Please copy every line of the data in which the string "fabs" appears.

************

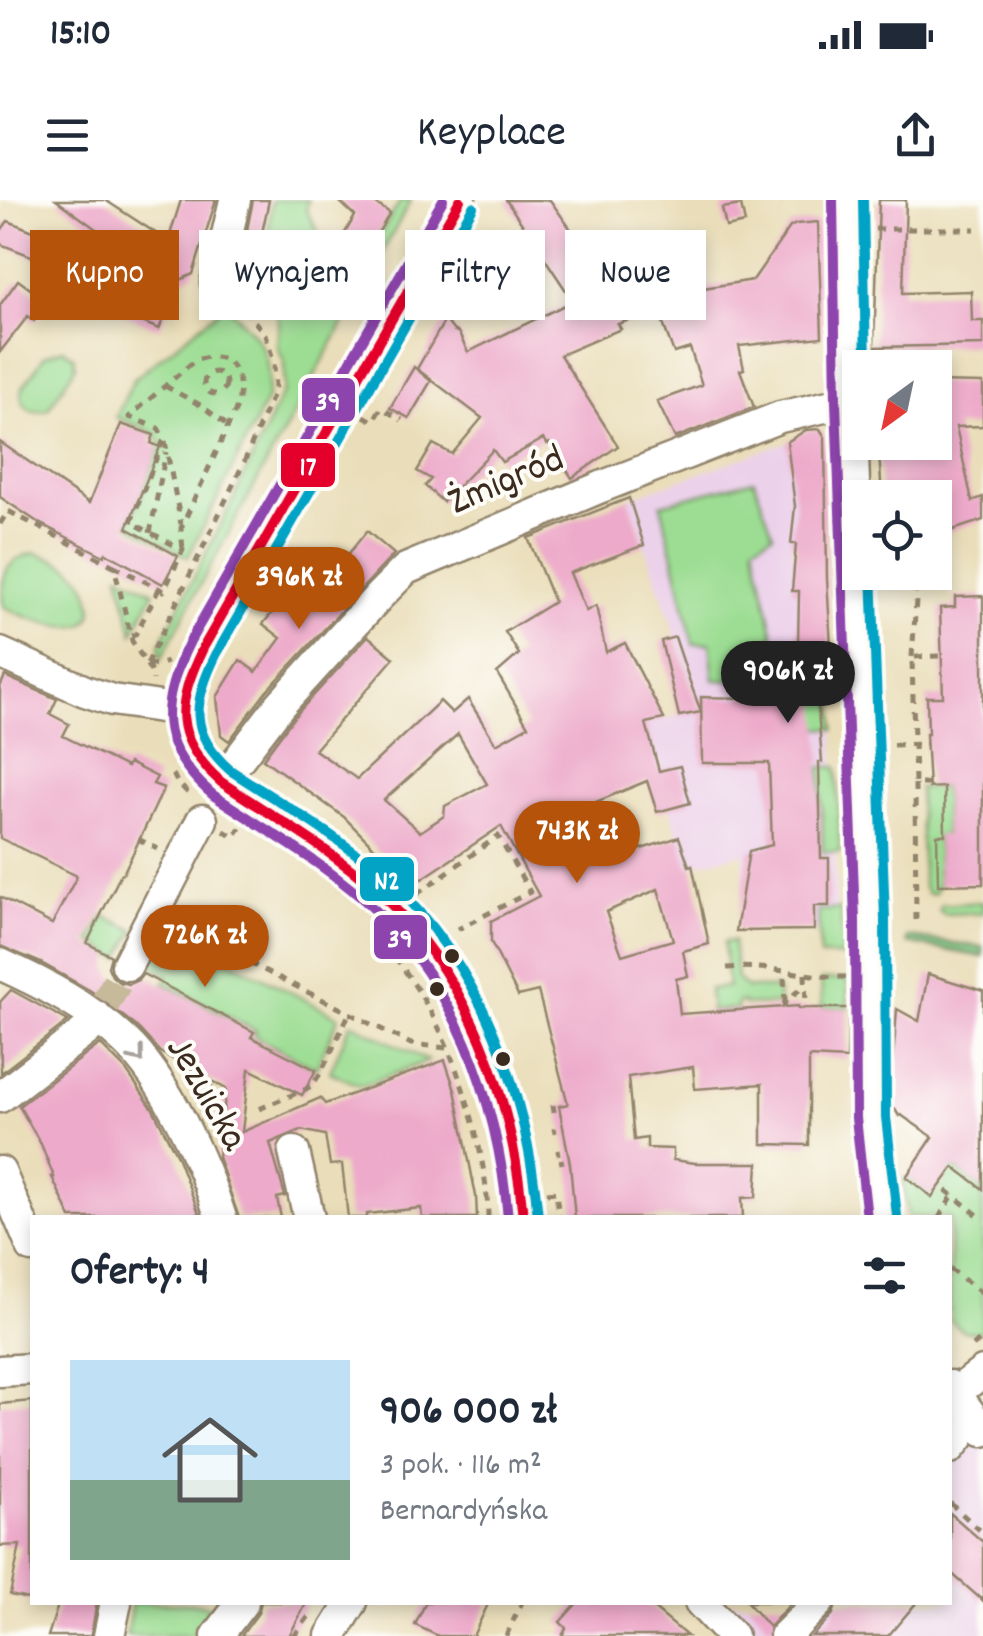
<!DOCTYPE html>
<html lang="pl">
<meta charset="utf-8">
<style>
:root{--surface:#fff;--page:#f2f2f3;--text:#1f2937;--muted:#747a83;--accent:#b45309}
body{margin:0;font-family:Dekko,sans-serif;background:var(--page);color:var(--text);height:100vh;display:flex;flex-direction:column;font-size:38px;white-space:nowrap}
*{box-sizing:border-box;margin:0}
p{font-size:32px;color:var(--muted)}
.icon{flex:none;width:55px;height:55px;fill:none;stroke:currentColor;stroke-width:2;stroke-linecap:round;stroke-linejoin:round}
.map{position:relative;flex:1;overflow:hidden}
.panel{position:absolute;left:30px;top:1015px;width:922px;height:390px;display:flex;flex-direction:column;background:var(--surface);border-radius:0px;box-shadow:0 5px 15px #0003}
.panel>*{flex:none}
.top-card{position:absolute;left:30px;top:30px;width:925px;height:90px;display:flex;gap:20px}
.needle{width:65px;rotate:213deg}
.fabs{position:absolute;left:842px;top:150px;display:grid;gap:20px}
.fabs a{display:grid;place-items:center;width:110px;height:110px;border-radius:0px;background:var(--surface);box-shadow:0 5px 15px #0003;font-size:50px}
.price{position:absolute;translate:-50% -85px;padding:0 22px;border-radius:35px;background:var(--accent);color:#fff;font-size:32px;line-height:65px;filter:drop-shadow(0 2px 5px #0008)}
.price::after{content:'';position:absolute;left:50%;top:60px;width:30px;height:22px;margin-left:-15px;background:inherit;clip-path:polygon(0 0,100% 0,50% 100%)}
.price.on{background:#222;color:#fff}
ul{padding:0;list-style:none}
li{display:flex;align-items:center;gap:30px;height:250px;padding:0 40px}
li span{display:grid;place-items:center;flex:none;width:280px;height:200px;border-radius:0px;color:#555}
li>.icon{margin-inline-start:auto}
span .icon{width:120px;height:120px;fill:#fffc;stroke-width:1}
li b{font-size:42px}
h2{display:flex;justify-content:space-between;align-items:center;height:120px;padding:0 40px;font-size:42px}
.chip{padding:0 35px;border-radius:0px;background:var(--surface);box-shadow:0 5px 15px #0003;font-size:35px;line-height:90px}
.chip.on{background:var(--accent);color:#fff}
.status{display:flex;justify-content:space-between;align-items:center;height:70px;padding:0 50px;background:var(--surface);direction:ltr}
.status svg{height:28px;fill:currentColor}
header{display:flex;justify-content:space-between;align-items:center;height:130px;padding:0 40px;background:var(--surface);font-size:45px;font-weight:600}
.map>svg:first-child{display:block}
</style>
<div class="status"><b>15:10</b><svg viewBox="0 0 49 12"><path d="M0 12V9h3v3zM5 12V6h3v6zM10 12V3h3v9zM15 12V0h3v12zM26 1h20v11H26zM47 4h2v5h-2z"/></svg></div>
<header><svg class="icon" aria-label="menu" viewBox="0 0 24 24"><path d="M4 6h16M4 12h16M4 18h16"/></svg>Keyplace<svg class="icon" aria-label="share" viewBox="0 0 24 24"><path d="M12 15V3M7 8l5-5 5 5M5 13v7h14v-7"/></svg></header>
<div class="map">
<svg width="983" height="1436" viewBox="0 0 983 1436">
<rect width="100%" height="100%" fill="#fdfcf7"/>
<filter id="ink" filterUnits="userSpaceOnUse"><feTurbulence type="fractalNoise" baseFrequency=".01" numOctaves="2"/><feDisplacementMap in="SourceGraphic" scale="20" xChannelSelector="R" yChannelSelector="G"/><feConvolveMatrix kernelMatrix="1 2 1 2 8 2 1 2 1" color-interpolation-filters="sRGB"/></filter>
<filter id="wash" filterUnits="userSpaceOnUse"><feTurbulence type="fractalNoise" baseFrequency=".0048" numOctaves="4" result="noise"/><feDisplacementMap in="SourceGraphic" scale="40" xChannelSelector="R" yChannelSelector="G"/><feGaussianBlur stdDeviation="2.25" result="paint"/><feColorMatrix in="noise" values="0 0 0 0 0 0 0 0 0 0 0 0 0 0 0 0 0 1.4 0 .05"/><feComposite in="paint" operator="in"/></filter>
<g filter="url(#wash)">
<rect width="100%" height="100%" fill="#eadeba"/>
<g fill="#ecd1ea">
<polygon points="787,242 795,306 791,344 795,358 792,390 799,391 798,445 789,444 781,493 834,497 836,724 814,730 736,731 743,689 744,653 689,666 675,625 646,523 701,511 629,298"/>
<polygon points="950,1206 965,1229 983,1249 983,1436 756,1436 724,1403 950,1402"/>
</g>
<g fill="#9cdd93" stroke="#6c8458" stroke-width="2.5">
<polygon points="272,0 308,0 306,9 319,35 297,79 339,103 401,0 411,0 200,385 161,459 159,447 234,298 284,189 284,161 277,146 279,123 275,106 295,71 267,44"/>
<path d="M226 105C259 139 273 148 267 199L188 357 129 325 161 244 155 233 116 217 134 179Z"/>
<path d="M63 149 74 157 75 166 73 171 48 209C31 216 17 205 23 187L45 155Z"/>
<polygon points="754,280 773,334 754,345 774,436 752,445 752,481 714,480 710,443 693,444 661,304"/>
<path d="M35 353C63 361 85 371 91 402 93 410 92 418 85 423 71 435 17 415 3 406 0 377 5 359 35 353Z"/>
<polygon points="119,374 154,392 133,433"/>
<polygon points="816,496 834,497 835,529 816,528"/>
<polygon points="821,567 837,567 840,652 823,652"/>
<polygon points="944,587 945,635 937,636 938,685 935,693 928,694 923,686 919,588"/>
<polygon points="983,702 983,713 944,714 939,710 941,705"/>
<polygon points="841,709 843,756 820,756 818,710"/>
<polygon points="104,716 135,730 120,759 91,741"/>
<polygon points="164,727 339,817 316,868 254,836 256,831 164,783 168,775 145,762"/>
<polygon points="733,741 737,779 747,788 777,788 779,804 744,805 743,802 738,802 737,809 711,811 709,789 728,787 724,742"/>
<polygon points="847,779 848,808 822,808 821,780"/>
<polygon points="351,823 428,861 361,886 330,872"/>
<polygon points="953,967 983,989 983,1129 980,1133 963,1131 950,1120 950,1018 908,1017 902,979 910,980 929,993"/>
<polygon points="132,1403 191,1403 228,1410 210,1436 126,1436"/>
</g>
<polygon fill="#7dbc7d" stroke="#5c734e" stroke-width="2.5" points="908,737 983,747 983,757 907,743"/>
<g id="blocks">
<g fill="#edaaca" fill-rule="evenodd">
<polygon points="56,0 105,0 168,41 181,0 216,0 193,74 172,84"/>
<polygon points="253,0 269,0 262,33 247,30"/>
<polygon points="338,0 370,0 390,13 338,100 314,85 355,16"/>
<polygon points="506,0 550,0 609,83 686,57 697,89 753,80 790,27 796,24 818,22 822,137 739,146 744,169 740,170 754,207 675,238 657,201 702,185 690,148 674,153 658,110 618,124 621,129 560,155 618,246 572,278 549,243 547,244 543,239 502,262 493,250 443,302 425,286 431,279 417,271 433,244 452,254 482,218 417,169 445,120 454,131 458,132 468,152 573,101"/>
<polygon points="879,0 906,0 903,93 971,91 972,121 983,121 983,145 874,147"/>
<polygon points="741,5 745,23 726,27 722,8"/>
<polygon points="8,21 66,44 57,66 0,44 0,32"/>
<polygon points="256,50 291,70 272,103 237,83"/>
<polygon points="101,58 176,88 159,129 85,98"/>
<polygon points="18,80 48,102 34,121 28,116 0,152 0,105"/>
<polygon points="414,167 431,181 409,218 390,208"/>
<polygon points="935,182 983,183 983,226 956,227 972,301 983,297 983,320 935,336 935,298 882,298 879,252 885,251 885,242 935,242"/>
<polygon points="121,224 154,235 151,243 160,247 127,328 178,356 163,384 106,353 104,356 39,323 0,297 0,242 89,303"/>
<polygon points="820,229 825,237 827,379 834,497 817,496 822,562 819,562 821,658 829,658 829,706 814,706 814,730 736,731 749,651 772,645 769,563 702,563 701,497 744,498 744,495 769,496 770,492 781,493 790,444 798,445 799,391 792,391 796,344 791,344 795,306 787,242 806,230"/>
<path d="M629 298 644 345 570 373 586 411 596 406 606 452 625 443 664 519 646 523 659 571 680 566 690 603 657 612 647 581 554 619 582 667 604 653 607 660 679 637 689 666 692 665 709 744 683 751 688 776 676 779 680 814 798 806V808H848L847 859 809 857V945L762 944V884L695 889 693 867 628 877 634 940 647 938V948L673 949V960L695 963H758L756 997 742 998 743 1018H575L570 964 559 906 568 904 538 791 518 796 491 742V721L539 696 501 626 422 679 403 677 344 617 263 559 294 517 368 436 394 458 315 550 357 579 440 501 452 513 468 499 496 544 528 526 497 473 519 454 505 432 554 402 528 338ZM458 534 487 584 445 606 444 616 420 632 384 600ZM658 689 673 740 622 755 606 712Z"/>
<polygon points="367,331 394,354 266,492 229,541 221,535 217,497 240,460 256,472 281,438 263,424 280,403 297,417"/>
<polygon points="983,396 983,684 938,685 937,635 945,635 944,587 929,588 926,534 928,534 927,497 943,497 940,408 955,407 955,397"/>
<polygon points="675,437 690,482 701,512 679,516 661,441"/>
<polygon points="5,476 57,499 50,514 69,524 63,536 127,567 129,563 157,577 153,584 164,588 123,674 121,674 87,743 111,756 108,767 112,776 119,782 129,784 138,780 143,774 254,832 251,837 316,870 302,895 249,869 242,932 320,898 325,904 445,860 455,890 476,996 477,1018 422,1018 421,1008 367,1014 367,1018 348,1018 342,964 330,965 325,935 301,930 270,943 285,996 277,998 281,1018 239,1018 218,957 226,889 160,852 137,827 91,791 41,763 0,746 0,697 52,724 77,676 0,638 0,487"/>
<polygon points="928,774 983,791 983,989 954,967 932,997 906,977 933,937 901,915 899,916 890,901 897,809 919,821"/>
<polygon points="11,790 68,821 1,873 0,802"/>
<polygon points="100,844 126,870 153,909 177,956 201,1018 71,1018 52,977 54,977 41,944 19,906"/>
<polygon points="32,1201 32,1400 10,1395 20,1345 0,1346 0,1204"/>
<polygon points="950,1313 983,1342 983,1401 950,1372"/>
<polygon points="59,1402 97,1402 91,1436 48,1436"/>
<polygon points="261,1402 307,1402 289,1436 241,1436 258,1413"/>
<polygon points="426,1402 489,1402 473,1436 438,1436 415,1425"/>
<polygon points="578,1402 646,1402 687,1436 562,1436 566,1428 560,1422"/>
<polygon points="747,1402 792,1402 769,1427"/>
<polygon points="837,1402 917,1402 888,1436 812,1436 833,1414"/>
</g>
</g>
</g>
<g filter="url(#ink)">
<use href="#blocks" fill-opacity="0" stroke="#92846c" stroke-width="2.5"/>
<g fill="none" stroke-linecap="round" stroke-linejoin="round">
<polyline stroke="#c7ba9b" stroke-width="30" stroke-dasharray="30 15" stroke-linecap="butt" points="102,809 127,765"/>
<g stroke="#92846c" stroke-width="35">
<g id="minor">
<path d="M460 0 203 448C176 498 170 544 221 582 277 620 347 659 394 707 412 725 426 746 440 767 491 843 518 927 523 1018"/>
<polyline points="848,0 851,201 870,720 871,918 882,1018"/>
<polyline points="216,83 235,0"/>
<polyline points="0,453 85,491 112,500 181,510"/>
<polyline points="221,582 280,505 379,396 406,369 601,287 780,217 851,201"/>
<path d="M0 764C44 784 89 807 125 841 167 880 204 964 221 1018"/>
<polyline points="127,765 202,620"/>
<polyline points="0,897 87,830 97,817"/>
<polyline points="294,952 309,1018"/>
<polyline points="0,972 32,1047"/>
<polyline points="0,1171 32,1169"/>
<polyline points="950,1186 983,1231"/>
<polyline points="955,1193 983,1172"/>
<polyline points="950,1248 959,1237"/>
<polyline points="700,1402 732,1436"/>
<polyline points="109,1436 116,1402"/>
<polyline points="217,1436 243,1402"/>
<polyline points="331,1436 352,1402"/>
<polyline points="785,1436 819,1402"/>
</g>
</g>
<g stroke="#92846c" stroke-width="5" stroke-dasharray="8 8" stroke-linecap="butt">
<polyline points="875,29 975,29"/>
<circle cx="215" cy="183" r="11"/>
<polyline points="165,186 202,206 228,226"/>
<polyline points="364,216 373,221 381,208 402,220"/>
<polyline points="165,241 181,324"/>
<polyline points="0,324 8,311 114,366 132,441 153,475 153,480"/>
<polyline points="150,333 166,252"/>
<path d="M114 366 164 391 183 350 131 322 164 239 158 228 129 217 194 161C231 146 246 175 237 207L181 328 183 350"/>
<polyline points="131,436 135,435 159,389"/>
<polyline points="912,457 918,372"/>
<polyline points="147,464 245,260 275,189 274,162 265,134 234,97"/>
<polyline points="147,464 158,465 167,462"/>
<polyline points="893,545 927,544"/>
<polyline points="173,574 177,582 191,596"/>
<polyline points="915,584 916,722"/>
<polyline points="929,584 915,584 912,457 941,456"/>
<polyline points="224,631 234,637 240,628"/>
<polyline points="138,639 158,649"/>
<polyline points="417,694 498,636 530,692 458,729"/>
<polyline points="178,727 411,844 447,848"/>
<path d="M377 731C395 757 414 782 429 809 459 862 488 957 488 1018"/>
<path d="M727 768C767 764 806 778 846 777"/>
<polyline points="805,774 806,808"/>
<polyline points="785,802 784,775 788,773"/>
<polyline points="784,807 785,802 805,785"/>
<polyline points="199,901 208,894 212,885"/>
<polyline points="553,905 554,912"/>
<polyline points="259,909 311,887 322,871 349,814"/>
<polyline points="552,931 557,930"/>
<polyline points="556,953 560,952"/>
<polyline points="561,959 562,964"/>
<polyline points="946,990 983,1019"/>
<polyline points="547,993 556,992 559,1018"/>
<polyline points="939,1018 953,995"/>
<polyline points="950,1069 983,1094"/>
<polyline points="973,1146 983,1137"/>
<polyline points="950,1303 983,1333"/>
<polyline points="294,1436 309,1416"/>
<polyline points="506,1436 522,1402"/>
</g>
<use href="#minor" stroke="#fff" stroke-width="30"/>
<g stroke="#fdfcf7" stroke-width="18">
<path id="bus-1" d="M460 0 203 448C176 504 172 538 221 582 274 617 330 649 377 691 469 774 513 898 523 1018"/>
</g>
<g stroke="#fdfcf7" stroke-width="18">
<g id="bus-2">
<path d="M443 0 190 441C159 504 156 546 213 595 263 628 317 659 363 699 454 777 498 901 508 1018"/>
<polyline points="833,0 836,202 855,720 856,918 867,1018"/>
</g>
</g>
<g stroke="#fdfcf7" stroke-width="18">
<g id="bus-3">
<polyline points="863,0 866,168"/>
<path d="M473 7 216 455C193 502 188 533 230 570 283 605 340 637 388 680 482 766 527 893 538 1017"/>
<polyline points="872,372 885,719 886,917 897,1016"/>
</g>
</g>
<use href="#bus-1" stroke="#e4002b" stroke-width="10"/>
<use href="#bus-2" stroke="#8e44ad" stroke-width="10"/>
<use href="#bus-3" stroke="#03a3c5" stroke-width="10"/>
</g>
<defs><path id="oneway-chevron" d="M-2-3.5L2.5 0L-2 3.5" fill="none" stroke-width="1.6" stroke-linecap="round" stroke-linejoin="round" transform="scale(2.5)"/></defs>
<use stroke="#a79f9a" href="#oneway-chevron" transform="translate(138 856) rotate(51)"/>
</g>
<g fill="#3b2a1e" stroke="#fdfcf7" stroke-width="4">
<circle cx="452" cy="756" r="9"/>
<circle cx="437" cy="789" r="9"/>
<circle cx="503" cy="859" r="9"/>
</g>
<g text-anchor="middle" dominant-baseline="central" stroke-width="8" stroke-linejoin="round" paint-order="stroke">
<g font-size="40" fill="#3b2a1e" stroke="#fdfcf7">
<text transform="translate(507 283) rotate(-23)">Żmigród</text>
<text transform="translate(204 895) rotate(60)">Jezuicka</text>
</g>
</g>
<g stroke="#fdfcf7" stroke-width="4">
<rect x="300" y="176" width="57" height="48" rx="10" fill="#8e44ad"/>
<rect x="279" y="241" width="58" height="48" rx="10" fill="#e4002b"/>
<rect x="358" y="655" width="58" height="48" rx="10" fill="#03a3c5"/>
<rect x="372" y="713" width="57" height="48" rx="10" fill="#8e44ad"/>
</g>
<g font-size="28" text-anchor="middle" font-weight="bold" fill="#fff">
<text x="328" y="210">39</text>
<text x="308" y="275">17</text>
<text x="387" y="689">N2</text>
<text x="400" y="747">39</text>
</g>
</svg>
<div class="fabs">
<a><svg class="needle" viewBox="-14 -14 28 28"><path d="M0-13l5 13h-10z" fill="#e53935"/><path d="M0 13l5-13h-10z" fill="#747a83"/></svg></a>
<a><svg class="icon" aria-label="locate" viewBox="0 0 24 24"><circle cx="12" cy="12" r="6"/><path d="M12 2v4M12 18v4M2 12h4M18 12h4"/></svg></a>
</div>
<b class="price" style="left:299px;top:432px">396K zł</b>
<b class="price on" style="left:788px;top:526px">906K zł</b>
<b class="price" style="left:577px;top:686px">743K zł</b>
<b class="price" style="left:205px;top:790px">726K zł</b>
<div class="top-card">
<a class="chip on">Kupno</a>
<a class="chip">Wynajem</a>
<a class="chip">Filtry</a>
<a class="chip">Nowe</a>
</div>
<section class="panel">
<h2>Oferty: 4<svg class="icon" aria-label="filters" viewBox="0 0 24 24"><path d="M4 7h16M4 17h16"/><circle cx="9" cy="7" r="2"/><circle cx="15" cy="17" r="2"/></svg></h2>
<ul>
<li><span style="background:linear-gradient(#bfe0f5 60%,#7fa58c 0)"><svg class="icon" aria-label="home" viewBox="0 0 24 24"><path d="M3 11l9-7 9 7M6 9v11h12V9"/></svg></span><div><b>906 000 zł</b><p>3 pok. · 116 m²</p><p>Bernardyńska</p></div></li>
</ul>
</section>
</div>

************

- _Solution to this exercise_
.fabs{position:absolute;left:842px;top:150px;display:grid;gap:20px}
.fabs a{display:grid;place-items:center;width:110px;height:110px;border-radius:0px;background:var(--surface);box-shadow:0 5px 15px #0003;font-size:50px}
<div class="fabs">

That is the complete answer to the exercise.